Why Retrieval Augmented Generation
LLM although trained on massive amount of data still has some limitations as follows. Customization, whether based on FT or RAG address these issues.
- LLM training data is never up to date. Most models have some time cutoff, with model trained on data prior to the cutoff date
- LLM training data is based on publicly available data. The training data will never include any private business data.
- When data is not available, LLM will make stuff up. It will happily create plausible and fluent but incorrect content. This phenomenon is known as hallucinations
If you are considering Fine Tuning, there are some serious issues that need to to considered first. LLM fine tuning is different from fine tuning in general. In general fine tuning, some downstream layers in the network is unfrozen and then retrained with updated weights. With most LLM fine tuning, the network is augmented and the augmented parts trained with new data. The original LLM network remains frozen. Here are the drawback of the Fine Tuning approach.
- Preparing training data and retraining is time consuming and expensive
- Deep technical expertise is needed
- The cost is recurring as periodic fine tuning will be required to account for fresher data
- Continuous model monitoring to detect drift will be required
Customization with RAG is dynamic and on demand, with the model remaining static. Prompt processing with RAG constitutes these steps, assuming that all relevant content has already been indexed.
- User generates a prompt expressing the intent.
- A contextual search is performed gathering data related to the prompt from various external indexed data sources. The data could be unstructured text, structured, such as tabular data, knowledge graph data and semi structured such JSON and HTML
- The collected contextual data chunks are ranked. All of it or parts of it are used to prepended the raw user prompt to enrich the prompt, subject to the context length limit. Answer to the prompt lies in the contextual data.
- The enriched prompt is sent to the LLM.
- The LLM response is expected to contain satisfactory response to the prompt.
With RAG, periodic re indexing of all new and updated relevant content is necessary. This process is not as expensive compared periodic fine tuning of LLM.
With RAG, the user provides all the relevant data by performing search on indexed data. The LLM has no role in the search. LLM simply acts as an NLP engine that gleans the answer from the provided context and generates fluent and coherent text, hopefully contains the answer. The performance of RAG based LLM will depend upon
- How complete the relevant data is
- How well the relevant contextual data is indexed
- How well the retrieved data is prioritized and ranked
Content indexing and search
There are two kinds of indexing; vector indexing and plain text indexing. Vector indexing based on LLM embeddings is semantic in nature. Text indexing is more exact, based on literal match. With RAG based LLM you might need both. If a customer is querying about a specific order, text indexing is more appropriate. For product search query through chatbot, vector indexing and semantic search may be more appropriate.

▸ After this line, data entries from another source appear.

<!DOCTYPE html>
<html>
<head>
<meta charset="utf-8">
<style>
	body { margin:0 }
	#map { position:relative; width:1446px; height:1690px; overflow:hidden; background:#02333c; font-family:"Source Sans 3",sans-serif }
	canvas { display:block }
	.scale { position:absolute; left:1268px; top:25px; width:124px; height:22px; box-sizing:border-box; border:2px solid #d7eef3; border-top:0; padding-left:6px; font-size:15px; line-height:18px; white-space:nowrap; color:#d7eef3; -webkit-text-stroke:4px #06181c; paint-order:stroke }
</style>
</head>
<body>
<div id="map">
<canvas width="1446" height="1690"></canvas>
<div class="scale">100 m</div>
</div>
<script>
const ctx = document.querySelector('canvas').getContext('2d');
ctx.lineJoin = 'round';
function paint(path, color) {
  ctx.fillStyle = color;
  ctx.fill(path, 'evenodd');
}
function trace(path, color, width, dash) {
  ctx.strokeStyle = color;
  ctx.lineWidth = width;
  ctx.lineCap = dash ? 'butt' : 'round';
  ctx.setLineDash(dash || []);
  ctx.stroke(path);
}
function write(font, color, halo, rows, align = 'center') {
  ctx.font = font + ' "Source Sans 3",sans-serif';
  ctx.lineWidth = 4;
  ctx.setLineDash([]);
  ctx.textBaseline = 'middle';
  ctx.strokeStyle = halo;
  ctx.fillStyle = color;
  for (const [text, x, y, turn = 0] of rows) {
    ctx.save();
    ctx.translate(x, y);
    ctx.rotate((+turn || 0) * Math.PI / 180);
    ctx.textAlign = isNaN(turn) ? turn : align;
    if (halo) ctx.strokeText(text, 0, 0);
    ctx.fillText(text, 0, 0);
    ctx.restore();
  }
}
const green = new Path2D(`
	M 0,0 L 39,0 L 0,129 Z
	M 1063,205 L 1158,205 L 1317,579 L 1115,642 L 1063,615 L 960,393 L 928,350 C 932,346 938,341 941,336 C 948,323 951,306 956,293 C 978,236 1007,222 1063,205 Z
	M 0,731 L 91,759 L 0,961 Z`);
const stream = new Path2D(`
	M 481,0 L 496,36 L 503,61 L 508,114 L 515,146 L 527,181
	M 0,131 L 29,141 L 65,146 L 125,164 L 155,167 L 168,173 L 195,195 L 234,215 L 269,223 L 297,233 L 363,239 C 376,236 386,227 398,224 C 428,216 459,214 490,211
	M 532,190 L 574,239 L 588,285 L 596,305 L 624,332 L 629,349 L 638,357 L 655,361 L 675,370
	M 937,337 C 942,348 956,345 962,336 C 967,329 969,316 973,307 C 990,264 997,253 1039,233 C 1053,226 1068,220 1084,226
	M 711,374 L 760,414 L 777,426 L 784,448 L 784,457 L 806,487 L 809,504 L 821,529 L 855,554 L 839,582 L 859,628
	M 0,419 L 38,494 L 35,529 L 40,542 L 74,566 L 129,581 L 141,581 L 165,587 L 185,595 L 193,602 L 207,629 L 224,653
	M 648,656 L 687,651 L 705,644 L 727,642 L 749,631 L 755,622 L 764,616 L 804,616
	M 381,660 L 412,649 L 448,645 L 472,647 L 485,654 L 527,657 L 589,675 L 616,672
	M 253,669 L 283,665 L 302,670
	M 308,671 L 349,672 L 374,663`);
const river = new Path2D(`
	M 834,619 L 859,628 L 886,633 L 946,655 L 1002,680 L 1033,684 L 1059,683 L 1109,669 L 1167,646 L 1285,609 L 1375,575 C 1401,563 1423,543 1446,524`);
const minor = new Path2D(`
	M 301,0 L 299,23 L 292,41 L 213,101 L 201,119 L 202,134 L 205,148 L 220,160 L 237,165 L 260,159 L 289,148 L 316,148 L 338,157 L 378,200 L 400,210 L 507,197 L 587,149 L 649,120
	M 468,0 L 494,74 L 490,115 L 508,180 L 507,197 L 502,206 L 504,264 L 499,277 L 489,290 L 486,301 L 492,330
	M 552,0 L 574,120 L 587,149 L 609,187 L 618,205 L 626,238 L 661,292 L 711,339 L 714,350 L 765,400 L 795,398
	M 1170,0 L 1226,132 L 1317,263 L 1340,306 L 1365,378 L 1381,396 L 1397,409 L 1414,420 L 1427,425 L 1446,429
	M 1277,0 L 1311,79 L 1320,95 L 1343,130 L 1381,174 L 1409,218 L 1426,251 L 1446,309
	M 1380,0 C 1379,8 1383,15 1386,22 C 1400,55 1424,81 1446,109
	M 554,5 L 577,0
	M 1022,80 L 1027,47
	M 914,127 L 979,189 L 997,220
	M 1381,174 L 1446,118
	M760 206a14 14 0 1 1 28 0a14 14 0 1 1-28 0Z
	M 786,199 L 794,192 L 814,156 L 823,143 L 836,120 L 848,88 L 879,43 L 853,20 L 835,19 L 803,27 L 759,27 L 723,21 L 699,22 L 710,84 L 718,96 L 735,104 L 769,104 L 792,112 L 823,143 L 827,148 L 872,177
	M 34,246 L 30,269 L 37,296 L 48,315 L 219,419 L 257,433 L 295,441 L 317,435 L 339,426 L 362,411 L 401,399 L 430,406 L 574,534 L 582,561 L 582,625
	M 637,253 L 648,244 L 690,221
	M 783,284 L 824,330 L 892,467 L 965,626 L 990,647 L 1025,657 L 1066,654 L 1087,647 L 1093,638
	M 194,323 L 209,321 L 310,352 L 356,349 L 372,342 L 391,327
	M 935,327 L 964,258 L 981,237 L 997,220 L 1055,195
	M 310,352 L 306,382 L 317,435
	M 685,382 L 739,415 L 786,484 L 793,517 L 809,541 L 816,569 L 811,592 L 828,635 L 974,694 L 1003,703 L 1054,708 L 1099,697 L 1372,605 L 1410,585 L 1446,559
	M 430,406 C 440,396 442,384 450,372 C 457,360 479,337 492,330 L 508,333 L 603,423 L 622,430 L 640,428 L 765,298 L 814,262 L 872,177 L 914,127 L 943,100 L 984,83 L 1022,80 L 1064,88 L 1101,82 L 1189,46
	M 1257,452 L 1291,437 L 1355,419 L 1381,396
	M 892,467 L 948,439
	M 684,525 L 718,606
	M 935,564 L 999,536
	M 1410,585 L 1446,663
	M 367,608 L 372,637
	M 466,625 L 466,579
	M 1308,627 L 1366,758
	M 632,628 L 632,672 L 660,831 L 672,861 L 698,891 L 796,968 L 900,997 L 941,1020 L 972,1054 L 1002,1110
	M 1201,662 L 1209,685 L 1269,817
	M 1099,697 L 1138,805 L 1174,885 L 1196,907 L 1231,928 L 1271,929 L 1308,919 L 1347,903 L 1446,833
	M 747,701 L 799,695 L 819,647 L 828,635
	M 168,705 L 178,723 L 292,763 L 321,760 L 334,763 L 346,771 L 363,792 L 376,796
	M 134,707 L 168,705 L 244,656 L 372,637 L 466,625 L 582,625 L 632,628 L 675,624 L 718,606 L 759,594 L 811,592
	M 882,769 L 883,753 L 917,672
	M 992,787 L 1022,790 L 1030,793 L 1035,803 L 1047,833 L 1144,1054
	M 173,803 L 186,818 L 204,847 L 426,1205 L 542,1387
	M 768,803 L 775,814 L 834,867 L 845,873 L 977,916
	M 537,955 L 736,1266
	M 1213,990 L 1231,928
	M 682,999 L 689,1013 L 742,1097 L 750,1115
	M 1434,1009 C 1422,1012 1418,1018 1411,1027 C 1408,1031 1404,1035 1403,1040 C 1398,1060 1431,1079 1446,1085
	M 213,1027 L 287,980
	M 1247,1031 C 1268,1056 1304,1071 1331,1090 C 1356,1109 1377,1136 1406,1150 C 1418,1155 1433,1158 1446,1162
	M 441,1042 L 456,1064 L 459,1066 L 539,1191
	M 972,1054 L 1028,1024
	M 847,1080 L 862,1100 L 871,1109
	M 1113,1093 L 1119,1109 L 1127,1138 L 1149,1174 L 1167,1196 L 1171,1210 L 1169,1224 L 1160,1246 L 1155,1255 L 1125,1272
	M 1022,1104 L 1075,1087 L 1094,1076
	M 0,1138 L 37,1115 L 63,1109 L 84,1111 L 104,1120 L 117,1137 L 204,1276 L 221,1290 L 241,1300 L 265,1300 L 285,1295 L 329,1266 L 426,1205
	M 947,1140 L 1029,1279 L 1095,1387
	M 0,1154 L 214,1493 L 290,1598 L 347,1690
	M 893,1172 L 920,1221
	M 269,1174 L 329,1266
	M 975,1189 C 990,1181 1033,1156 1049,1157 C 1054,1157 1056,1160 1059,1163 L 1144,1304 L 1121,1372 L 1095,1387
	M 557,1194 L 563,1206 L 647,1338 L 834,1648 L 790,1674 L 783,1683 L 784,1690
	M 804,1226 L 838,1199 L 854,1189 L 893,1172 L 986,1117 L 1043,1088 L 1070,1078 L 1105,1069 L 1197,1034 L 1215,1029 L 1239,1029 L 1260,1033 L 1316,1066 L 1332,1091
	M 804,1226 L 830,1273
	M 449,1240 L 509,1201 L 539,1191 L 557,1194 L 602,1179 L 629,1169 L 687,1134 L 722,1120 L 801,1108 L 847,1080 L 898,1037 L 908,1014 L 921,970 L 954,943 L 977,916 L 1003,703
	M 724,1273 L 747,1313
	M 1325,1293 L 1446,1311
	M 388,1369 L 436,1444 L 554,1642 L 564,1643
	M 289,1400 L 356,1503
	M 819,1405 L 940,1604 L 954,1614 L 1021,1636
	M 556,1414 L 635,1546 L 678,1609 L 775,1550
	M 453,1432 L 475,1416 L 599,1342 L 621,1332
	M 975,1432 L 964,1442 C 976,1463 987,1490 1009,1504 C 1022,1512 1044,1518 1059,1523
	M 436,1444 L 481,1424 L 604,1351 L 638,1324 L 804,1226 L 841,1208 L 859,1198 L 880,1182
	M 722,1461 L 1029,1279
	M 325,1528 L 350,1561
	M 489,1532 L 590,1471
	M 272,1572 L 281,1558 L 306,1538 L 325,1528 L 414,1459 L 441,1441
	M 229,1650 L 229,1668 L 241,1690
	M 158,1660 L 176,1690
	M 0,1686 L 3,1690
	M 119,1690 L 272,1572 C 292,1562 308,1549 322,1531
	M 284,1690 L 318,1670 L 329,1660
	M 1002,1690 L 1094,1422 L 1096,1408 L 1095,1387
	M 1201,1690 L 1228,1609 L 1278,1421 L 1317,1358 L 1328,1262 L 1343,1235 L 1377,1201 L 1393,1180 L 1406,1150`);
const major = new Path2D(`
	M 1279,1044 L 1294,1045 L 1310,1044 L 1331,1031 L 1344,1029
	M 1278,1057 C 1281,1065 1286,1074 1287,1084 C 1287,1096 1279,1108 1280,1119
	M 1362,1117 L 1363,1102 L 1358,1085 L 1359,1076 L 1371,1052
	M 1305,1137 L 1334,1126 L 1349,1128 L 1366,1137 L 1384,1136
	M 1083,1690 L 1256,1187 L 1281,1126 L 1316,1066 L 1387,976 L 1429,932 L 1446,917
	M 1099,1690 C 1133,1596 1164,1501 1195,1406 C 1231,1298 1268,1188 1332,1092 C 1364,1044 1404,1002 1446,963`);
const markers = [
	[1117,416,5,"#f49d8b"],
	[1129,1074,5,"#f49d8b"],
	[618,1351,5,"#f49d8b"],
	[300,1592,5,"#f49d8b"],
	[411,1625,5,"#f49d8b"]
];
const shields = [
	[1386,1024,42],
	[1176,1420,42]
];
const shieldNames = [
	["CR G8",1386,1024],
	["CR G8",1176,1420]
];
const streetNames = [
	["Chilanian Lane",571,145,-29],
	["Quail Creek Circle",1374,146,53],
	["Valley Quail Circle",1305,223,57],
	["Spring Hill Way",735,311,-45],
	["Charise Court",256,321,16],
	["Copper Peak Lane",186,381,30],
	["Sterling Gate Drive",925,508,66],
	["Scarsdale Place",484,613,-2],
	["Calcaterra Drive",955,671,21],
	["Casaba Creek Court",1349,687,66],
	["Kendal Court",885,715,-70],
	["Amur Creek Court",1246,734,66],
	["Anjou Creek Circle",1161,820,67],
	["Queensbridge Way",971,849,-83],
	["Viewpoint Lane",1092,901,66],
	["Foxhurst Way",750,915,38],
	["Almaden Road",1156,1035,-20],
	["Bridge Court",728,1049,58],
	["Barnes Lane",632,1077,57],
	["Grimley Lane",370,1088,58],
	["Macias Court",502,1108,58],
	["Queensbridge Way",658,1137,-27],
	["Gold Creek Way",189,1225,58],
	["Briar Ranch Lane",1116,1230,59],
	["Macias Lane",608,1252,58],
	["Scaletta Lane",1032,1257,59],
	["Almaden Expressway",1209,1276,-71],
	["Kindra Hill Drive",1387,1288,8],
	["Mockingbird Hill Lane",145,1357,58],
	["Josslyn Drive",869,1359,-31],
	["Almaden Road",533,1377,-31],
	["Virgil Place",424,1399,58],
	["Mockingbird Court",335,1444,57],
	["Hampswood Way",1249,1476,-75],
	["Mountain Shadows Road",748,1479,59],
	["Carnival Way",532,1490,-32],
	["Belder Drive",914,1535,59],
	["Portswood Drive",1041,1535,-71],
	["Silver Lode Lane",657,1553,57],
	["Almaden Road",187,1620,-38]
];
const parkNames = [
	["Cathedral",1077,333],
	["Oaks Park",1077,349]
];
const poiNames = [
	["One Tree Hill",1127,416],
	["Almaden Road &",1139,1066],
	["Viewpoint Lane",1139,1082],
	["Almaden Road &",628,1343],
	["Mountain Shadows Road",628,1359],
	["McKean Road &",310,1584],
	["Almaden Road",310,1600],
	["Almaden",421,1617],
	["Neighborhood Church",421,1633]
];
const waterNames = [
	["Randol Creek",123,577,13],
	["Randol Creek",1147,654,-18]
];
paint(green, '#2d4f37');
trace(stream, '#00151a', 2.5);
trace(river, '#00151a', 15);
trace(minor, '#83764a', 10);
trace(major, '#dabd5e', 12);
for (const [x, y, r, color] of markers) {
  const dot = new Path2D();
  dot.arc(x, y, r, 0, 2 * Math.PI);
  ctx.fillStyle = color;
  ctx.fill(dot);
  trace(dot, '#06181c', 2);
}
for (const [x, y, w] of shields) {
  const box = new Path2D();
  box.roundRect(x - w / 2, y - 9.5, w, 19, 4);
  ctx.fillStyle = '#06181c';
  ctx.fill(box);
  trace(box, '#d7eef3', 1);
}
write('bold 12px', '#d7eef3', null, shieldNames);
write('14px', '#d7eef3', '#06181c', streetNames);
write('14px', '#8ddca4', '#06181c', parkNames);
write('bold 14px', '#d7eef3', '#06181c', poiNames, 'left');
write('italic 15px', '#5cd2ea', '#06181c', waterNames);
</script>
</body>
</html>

For a given prompt, how do you decide what kind of search to perform with the following options available. It’s not easy to decide.
- Full text search with text indexing
- Semantic search with embedding vector indexing
- Both full text and semantic search, called hybrid search
Assuming the worst case scenario where exactly matched content and semantically matched content is needed, often hybrid search is performed. For hybrid search, all content need to have vector indexing and and full text indexing. For hybrid search these are the steps.
- Get query embedding vector and find matching content chunk based on chunk embedding vector similarity with the query vector. The indexed data is typically stored in a vector database. The embedding vector similarity score could be used to rank the search results
- Perform full text search based full text indexing of text chunks. The indexed data is typically stored in a document database. The documents are generally ranked with BM25 scores.
- Since semantic search and full text search ranking use different techniques, they need to be reconciled for final ranks of all returned content. The 2 ranked lists can be reconciled algorithmically or vector similarity could be used for all retrieved content to create one ordered list of content chunks.
- The top k ranked content that fits within the context length limit are used to enrich the user prompt to create the final prompt.
Content chunk re ranking
Since ranking algorithm is different for vector indexing and full text indexing, we need to reconcile them for a final list of content chunks. Here are the different approaches
- Algorithmically reconcile two ordered lists of content chunks
- Use embedding vector similarity with the prompt for re ranking all retrieved content
- Use Cohere re ranking
Cohere provides a reranking technique through an API service. Details of how the re ranking algorithm works is not known.
Content chunking for space efficiency
Since LLM context length is limited, large documents need to to be handled carefully. A large document may represent multiple concepts. It’s more efficient to partition large documents, so that each partition or chunk is more semantically cohesive. Once partitioned, each chunk should be indexed separately. The partitioning could be achieved in several ways
- Fixed size
- Paragraph based
- Based on document structure, such as sections, sub sections
- By text segmentation
Selection of relevant content has 2 criteria, high relevancy and low content size. Partitioning helps to reduce content size, increasing space efficiency. The retrieval process will retrieve content chunk.